Key results (statistically significant)

🔹 Search preparation time was reduced by an average of 75.7 seconds, enabling the system to absorb the increased upfront cost of global hiring that grows with country and language differences
🔹 Task dropout rate decreased by 11.85 percentage points, reducing “failed starts” in global talent exploration

Conclusion

TalentGPT can mitigate the problem where expertise gaps turn into performance gaps—not because AI “makes the decision,” but because it absorbs the burden of judgment at the system level.

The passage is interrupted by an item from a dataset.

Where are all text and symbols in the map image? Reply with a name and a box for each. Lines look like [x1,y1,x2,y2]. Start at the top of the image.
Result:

An era when everyone must become a domain expert—yet that is impossible

<Figure 1. Wall Street Journal, 2025: “Why Companies Struggle to Find the Talent They Want in a Sea of Skills”>

Today, companies face an increasingly complex talent market. In particular, for IT and technology-centered roles, the breadth and depth of required skills are expanding rapidly, and as a result, the level of domain understanding demanded in hiring continues to rise. The World Economic Forum notes that the average “shelf life” of core competencies required for technical roles is shrinking quickly, putting HR in a structural position where it is difficult to keep pace continuously (WEF, 2024).

Under these conditions, an implicit assumption often takes hold: that recruiters themselves must become increasingly advanced domain experts. But in reality, this assumption does not hold. The OECD analyzes that as job differentiation and technical specialization accelerate in the global labor market, it becomes structurally impossible for HR professionals to possess sufficient expertise across all roles and technical domains (OECD, 2023).

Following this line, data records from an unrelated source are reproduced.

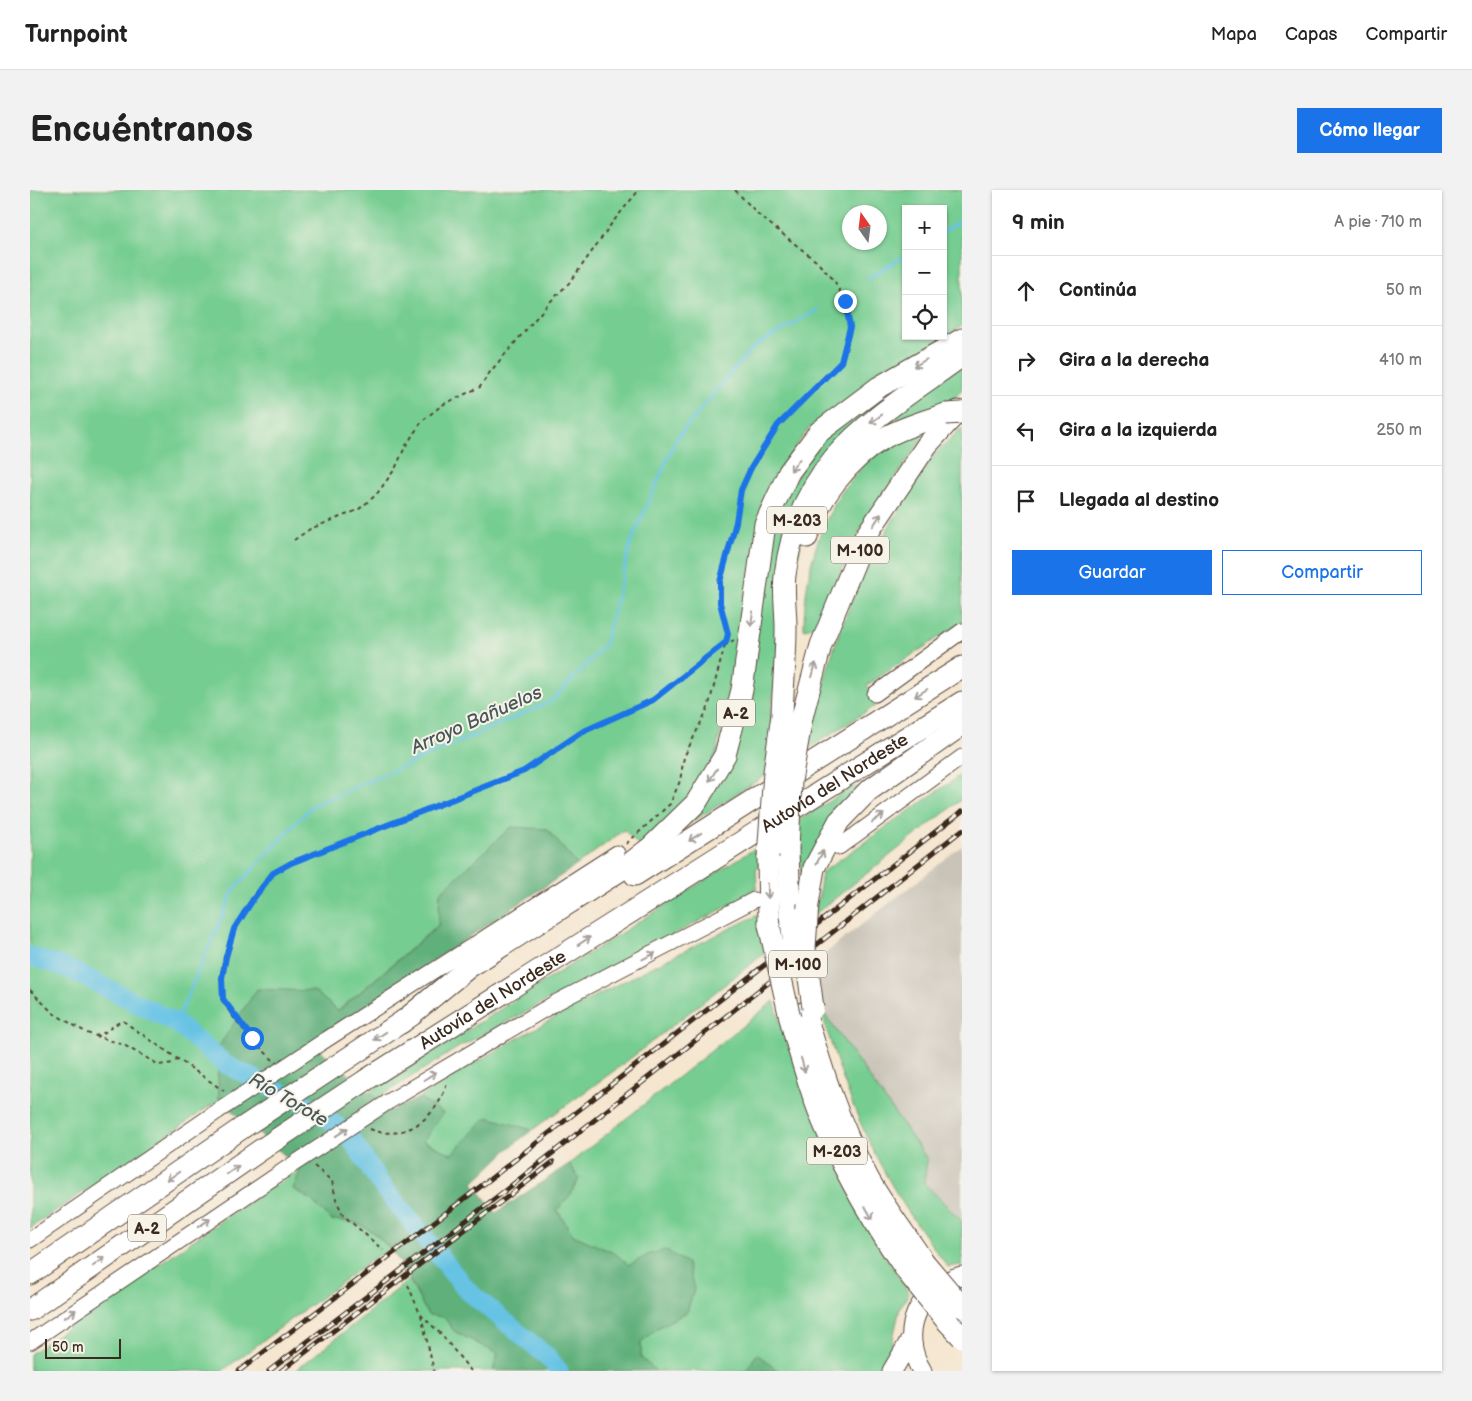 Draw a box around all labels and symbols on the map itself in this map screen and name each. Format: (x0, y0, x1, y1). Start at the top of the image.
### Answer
north arrow (842, 205, 887, 250)
route end (834, 290, 857, 313)
one-way arrow (913, 359, 927, 369)
one-way arrow (869, 414, 883, 424)
one-way arrow (790, 458, 801, 471)
road number: M-203 (767, 506, 827, 534)
one-way arrow (872, 513, 882, 527)
road number: M-100 (831, 536, 889, 564)
one-way arrow (747, 611, 757, 627)
one-way arrow (810, 662, 820, 678)
water label: Arroyo Bañuelos (407, 681, 546, 760)
one-way arrow (914, 689, 928, 699)
road number: A-2 (717, 699, 755, 726)
street label: Autovía del Nordeste (758, 729, 912, 837)
one-way arrow (708, 768, 718, 782)
one-way arrow (871, 813, 885, 823)
one-way arrow (688, 832, 702, 842)
one-way arrow (816, 850, 825, 865)
one-way arrow (763, 882, 773, 899)
one-way arrow (577, 936, 591, 946)
street label: Autovía del Nordeste (416, 946, 570, 1054)
one-way arrow (641, 951, 656, 961)
road number: M-100 (769, 951, 827, 978)
route start (241, 1027, 264, 1050)
one-way arrow (374, 1031, 388, 1041)
one-way arrow (799, 1057, 808, 1073)
water label: Río Torote (244, 1068, 332, 1132)
one-way arrow (422, 1071, 436, 1081)
one-way arrow (334, 1127, 348, 1137)
road number: M-203 (807, 1138, 867, 1164)
one-way arrow (225, 1165, 239, 1175)
one-way arrow (166, 1170, 180, 1181)
one-way arrow (865, 1205, 875, 1220)
road number: A-2 (128, 1214, 166, 1242)
one-way arrow (197, 1218, 211, 1228)
one-way arrow (92, 1257, 106, 1267)
one-way arrow (63, 1309, 77, 1319)
scale bar (45, 1336, 121, 1359) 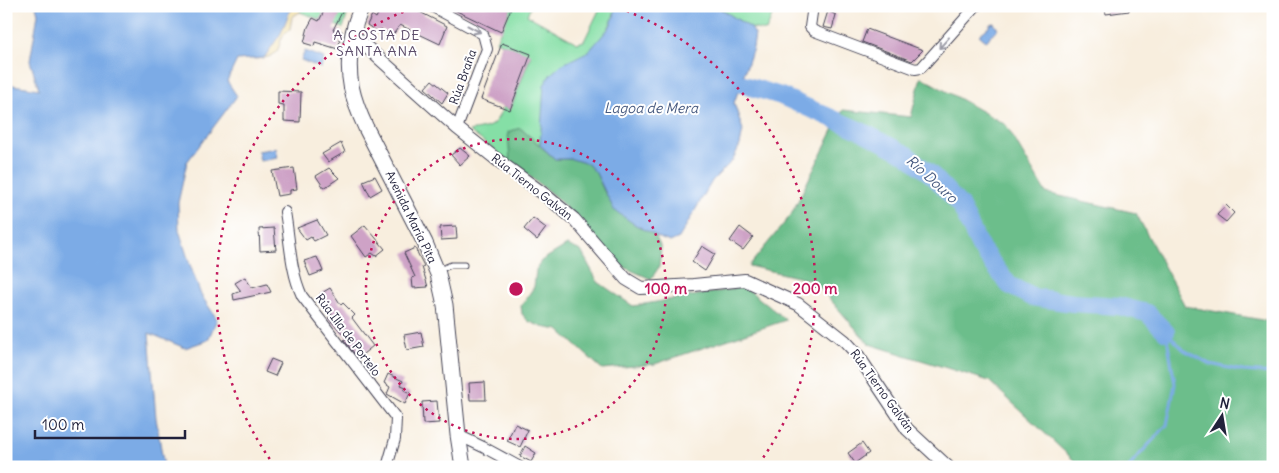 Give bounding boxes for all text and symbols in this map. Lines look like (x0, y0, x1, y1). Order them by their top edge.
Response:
one-way arrow (466, 25, 481, 34)
district label: A COSTA DE SANTA ANA (333, 26, 421, 60)
one-way arrow (938, 36, 949, 49)
street label: Rúa Braña (446, 47, 479, 106)
water label: Lagoa de Mera (604, 99, 699, 117)
street label: Rúa Tierno Galván (489, 150, 576, 223)
water label: Río Douro (903, 151, 962, 207)
street label: Avenida María Pita (383, 168, 440, 266)
text: 100 m (645, 279, 687, 298)
text: 200 m (793, 279, 837, 298)
centre of rings (507, 280, 525, 298)
street label: Rúa Illa de Portelo (313, 291, 384, 379)
street label: Rúa Tierno Galván (847, 346, 918, 435)
north arrow (1196, 390, 1246, 440)
text: N (1218, 393, 1231, 413)
scale bar (35, 408, 185, 440)
text: 100 m (42, 415, 84, 434)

The key point is that this limitation is not simply an individual capability issue. As the speed of technological change increases, the burden of judgment on HR accumulates, which leads to slower hiring and suboptimal matches. In other words, the very structure that assumes everyone must become an expert is already an inefficient design.

Global and cross-border hiring is not an option but an inevitability

This problem is amplified even further in global and cross-border hiring environments. In a recent report, LinkedIn Economic Graph analyzes that cross-border hiring in IT and digital roles is structurally increasing, and that this is not a short-term trend but a medium-to-long-term shift in employment structures (LinkedIn Economic Graph, 2024).

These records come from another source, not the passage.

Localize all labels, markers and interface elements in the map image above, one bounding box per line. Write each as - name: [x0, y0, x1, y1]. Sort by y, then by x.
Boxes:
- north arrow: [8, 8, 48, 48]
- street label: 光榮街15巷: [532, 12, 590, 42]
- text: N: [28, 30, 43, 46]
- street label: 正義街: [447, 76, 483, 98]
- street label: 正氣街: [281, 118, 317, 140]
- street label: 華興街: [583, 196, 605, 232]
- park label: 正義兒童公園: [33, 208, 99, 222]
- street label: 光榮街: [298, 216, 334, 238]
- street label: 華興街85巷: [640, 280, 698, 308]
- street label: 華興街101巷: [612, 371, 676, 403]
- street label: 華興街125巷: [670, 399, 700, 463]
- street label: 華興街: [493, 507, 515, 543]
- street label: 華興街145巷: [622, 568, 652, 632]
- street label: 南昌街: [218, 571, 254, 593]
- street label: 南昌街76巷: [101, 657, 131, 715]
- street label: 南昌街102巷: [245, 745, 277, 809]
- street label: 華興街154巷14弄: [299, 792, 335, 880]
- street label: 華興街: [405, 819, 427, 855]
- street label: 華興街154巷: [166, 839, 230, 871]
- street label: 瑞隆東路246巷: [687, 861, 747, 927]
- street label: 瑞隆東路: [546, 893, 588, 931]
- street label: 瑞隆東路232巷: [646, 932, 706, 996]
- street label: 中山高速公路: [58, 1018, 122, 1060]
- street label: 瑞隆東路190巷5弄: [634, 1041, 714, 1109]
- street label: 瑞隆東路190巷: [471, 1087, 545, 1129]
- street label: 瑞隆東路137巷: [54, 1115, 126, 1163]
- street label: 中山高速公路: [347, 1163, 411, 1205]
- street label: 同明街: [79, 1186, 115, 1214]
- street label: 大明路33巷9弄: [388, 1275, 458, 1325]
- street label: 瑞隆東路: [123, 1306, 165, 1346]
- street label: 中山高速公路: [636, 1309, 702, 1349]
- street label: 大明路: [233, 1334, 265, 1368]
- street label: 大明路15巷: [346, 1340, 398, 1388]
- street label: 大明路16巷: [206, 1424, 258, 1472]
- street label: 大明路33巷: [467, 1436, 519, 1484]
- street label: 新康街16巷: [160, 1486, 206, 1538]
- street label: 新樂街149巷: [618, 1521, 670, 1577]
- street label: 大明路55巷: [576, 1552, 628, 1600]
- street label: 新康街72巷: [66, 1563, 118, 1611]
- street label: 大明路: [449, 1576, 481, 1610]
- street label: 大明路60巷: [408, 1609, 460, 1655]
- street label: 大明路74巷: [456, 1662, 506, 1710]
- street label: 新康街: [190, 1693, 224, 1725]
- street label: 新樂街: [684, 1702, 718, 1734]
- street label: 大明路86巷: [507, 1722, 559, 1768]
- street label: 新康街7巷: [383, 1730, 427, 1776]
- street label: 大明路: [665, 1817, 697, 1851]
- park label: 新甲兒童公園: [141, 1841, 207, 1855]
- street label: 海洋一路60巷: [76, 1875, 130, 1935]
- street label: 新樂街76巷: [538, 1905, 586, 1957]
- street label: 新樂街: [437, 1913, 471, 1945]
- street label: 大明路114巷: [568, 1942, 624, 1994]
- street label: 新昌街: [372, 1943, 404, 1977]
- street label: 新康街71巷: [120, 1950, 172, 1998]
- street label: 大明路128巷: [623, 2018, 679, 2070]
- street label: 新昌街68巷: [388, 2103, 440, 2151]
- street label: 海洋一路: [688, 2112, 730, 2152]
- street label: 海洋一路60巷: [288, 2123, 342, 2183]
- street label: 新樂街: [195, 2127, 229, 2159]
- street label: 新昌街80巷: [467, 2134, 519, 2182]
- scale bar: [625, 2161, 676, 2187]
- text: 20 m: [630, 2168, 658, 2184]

The reason companies are forced to expand into global talent pools is clear. Within a single country, it is no longer feasible to secure enough talent reliably, and sustaining technological competitiveness requires connecting talent across multiple countries and regions. McKinsey similarly notes that companies that fail to build global hiring strategies in the competition for technical talent are likely to lose competitiveness in the long run (McKinsey, 2023).

However, global hiring is not simply a matter of widening the hiring scope. Job titles, how experience is described, and how tech stacks are expressed differ substantially across countries; even people with the same competencies often structure their resumes using entirely different language and context. As a result, HR is placed in a situation where the same person must be interpreted through different standards.

The essence of HR is not “perfect understanding,” but “fast fit judgment”

What matters is that HR’s purpose is not to understand every candidate perfectly. In real hiring practice, HR’s core role is to quickly identify candidates who fit the organization and the role within limited time. This is the essence of HR, whether hiring is global or local (Gartner, 2024).

The problem is that existing hiring systems do not adequately support this essence. Keyword-based search and manual filtering place excessive judgment responsibility on HR; when domain knowledge is insufficient, exploration cost and cognitive burden rise sharply. This ultimately creates a paradoxical situation: “Spending more time so as not to miss good talent.”

In global hiring, this burden increases exponentially. HR must consider not only technical fit, but also company culture, team context, and fit with local environments. A structure that depends entirely on individual expertise for such judgments is no longer sustainable.

The core of AI hiring debates is “trust,” and trust is a validation problem

To address these limitations, AI is being introduced into HR. But discussions about AI in hiring consistently converge on the issue of “trust.” Multiple studies report that when recruiters perceive AI’s judgment as opaque, they may avoid the algorithm or discontinue use altogether (Dietvorst et al., 2015; Lacroux & Martin-Lacroux, 2022).

The critical point is that trust in HR cannot be secured through declaration. The claim “AI is more accurate” is not sufficient in real work contexts. HR is a domain that involves legal and ethical accountability, and in global hiring, the cost of incorrect judgment becomes even greater. Therefore, trust in AI must be formed through verifiable evidence grounded in actual usage contexts.

In this context, recent research in HCI and information systems points out that trust is more likely to form when AI does not “replace” judgment, but instead structurally reduces the user’s burden of judgment (Ahn et al., 2021; Hosanagar & Lee, 2023).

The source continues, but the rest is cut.